Lines with the word "water" in them are the ones to copy from the records.

Excerpts from a dataset
# # # #

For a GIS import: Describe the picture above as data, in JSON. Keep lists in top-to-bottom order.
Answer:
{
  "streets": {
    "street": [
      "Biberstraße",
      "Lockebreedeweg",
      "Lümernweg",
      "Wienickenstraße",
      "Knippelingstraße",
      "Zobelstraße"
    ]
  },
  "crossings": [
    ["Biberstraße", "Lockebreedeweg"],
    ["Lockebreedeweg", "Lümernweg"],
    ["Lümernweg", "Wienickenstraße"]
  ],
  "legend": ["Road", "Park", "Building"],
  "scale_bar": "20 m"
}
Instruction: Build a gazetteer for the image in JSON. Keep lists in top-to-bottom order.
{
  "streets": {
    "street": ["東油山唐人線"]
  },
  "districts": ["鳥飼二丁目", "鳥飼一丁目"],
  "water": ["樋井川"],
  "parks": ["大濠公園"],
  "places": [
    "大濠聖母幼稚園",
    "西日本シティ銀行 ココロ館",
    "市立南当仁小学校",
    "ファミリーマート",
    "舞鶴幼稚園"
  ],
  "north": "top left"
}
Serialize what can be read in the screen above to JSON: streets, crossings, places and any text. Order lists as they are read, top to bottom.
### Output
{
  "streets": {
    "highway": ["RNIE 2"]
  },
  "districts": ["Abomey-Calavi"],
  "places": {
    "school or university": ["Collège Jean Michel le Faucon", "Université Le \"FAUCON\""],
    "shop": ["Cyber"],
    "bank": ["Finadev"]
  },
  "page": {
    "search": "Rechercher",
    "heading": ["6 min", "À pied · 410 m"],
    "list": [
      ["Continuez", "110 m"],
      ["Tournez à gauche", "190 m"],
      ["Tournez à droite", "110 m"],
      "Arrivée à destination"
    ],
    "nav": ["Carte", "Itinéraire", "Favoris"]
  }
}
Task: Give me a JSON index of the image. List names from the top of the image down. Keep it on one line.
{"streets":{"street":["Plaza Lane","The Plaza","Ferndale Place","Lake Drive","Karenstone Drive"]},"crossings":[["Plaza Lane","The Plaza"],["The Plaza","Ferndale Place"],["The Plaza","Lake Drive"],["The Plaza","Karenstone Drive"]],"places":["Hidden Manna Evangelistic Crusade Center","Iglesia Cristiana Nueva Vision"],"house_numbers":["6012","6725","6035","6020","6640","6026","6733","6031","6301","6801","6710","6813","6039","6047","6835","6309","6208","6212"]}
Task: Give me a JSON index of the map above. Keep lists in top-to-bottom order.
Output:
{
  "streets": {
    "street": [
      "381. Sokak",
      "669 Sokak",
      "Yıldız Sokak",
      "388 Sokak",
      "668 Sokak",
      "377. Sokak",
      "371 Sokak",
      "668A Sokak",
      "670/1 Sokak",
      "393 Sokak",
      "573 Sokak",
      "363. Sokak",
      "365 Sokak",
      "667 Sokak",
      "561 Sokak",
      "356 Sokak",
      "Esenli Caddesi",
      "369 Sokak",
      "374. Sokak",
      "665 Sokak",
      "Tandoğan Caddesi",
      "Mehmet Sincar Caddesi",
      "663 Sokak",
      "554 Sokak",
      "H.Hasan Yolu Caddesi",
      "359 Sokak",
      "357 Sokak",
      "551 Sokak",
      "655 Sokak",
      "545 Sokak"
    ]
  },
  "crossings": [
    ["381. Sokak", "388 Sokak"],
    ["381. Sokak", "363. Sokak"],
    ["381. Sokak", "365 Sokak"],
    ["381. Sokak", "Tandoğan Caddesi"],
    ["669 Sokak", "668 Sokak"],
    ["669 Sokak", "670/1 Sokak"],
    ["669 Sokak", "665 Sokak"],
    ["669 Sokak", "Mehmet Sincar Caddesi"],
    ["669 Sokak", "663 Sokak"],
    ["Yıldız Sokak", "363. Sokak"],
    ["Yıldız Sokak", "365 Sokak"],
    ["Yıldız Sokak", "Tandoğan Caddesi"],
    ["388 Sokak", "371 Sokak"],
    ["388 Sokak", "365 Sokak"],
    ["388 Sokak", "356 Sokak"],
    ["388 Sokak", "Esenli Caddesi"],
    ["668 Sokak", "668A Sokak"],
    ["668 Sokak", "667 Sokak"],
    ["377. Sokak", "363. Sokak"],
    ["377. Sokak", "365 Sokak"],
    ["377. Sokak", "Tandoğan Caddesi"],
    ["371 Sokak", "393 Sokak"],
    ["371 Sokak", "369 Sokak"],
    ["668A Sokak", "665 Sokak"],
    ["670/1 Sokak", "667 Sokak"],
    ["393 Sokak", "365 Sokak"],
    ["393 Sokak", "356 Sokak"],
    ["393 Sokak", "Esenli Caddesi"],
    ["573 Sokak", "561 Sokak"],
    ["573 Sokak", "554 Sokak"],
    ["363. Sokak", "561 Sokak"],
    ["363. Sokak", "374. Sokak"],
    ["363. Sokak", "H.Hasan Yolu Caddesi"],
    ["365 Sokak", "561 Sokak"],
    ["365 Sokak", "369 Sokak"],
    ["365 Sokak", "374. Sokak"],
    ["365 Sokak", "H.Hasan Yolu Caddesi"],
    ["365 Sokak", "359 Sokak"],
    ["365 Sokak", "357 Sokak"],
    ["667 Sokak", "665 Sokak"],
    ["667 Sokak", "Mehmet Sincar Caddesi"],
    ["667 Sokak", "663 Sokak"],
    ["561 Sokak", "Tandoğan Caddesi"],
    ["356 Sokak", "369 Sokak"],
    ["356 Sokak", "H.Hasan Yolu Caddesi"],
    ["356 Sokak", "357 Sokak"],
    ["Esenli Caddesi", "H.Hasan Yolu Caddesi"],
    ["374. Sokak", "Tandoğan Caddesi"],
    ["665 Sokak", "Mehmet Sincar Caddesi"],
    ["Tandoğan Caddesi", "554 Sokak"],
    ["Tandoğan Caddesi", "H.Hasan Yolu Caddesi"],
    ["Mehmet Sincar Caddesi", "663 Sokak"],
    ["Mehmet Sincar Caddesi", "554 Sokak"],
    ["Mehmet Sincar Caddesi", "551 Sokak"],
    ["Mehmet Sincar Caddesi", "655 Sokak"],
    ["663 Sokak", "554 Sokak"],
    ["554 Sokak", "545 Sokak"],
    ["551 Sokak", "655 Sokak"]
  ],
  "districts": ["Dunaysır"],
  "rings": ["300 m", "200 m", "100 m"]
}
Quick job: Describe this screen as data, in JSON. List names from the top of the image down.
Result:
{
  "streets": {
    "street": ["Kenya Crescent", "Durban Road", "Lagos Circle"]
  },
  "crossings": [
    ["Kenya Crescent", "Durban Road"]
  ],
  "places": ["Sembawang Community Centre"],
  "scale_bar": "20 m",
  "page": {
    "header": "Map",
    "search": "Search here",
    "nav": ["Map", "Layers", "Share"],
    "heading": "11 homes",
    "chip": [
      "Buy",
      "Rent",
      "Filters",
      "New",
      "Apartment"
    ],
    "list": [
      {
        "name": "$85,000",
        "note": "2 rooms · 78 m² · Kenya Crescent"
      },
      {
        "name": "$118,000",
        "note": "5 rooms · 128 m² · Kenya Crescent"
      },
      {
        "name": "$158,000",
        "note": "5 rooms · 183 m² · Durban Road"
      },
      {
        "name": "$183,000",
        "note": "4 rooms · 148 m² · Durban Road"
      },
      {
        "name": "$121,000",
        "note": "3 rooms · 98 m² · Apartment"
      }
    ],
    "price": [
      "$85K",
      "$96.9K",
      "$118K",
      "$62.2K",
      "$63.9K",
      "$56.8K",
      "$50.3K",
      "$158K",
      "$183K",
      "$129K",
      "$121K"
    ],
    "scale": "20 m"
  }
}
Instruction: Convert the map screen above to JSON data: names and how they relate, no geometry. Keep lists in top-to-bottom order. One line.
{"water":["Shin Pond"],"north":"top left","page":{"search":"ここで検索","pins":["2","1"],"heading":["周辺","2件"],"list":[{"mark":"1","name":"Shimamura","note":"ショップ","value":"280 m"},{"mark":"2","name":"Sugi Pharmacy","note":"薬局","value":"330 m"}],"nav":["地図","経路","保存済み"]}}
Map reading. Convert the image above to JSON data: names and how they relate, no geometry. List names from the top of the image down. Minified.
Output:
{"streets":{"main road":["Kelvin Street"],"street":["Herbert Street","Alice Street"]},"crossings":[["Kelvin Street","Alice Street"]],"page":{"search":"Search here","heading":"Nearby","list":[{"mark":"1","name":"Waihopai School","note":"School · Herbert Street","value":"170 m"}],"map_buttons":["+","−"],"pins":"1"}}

# # # #

- [RESPONSE TO THE TASK]
  "water": ["樋井川"],
{"water":["Shin Pond"],"north":"top left","page":{"search":"ここで検索","pins":["2","1"],"heading":["周辺","2件"],"list":[{"mark":"1","name":"Shimamura","note":"ショップ","value":"280 m"},{"mark":"2","name":"Sugi Pharmacy","note":"薬局","value":"330 m"}],"nav":["地図","経路","保存済み"]}}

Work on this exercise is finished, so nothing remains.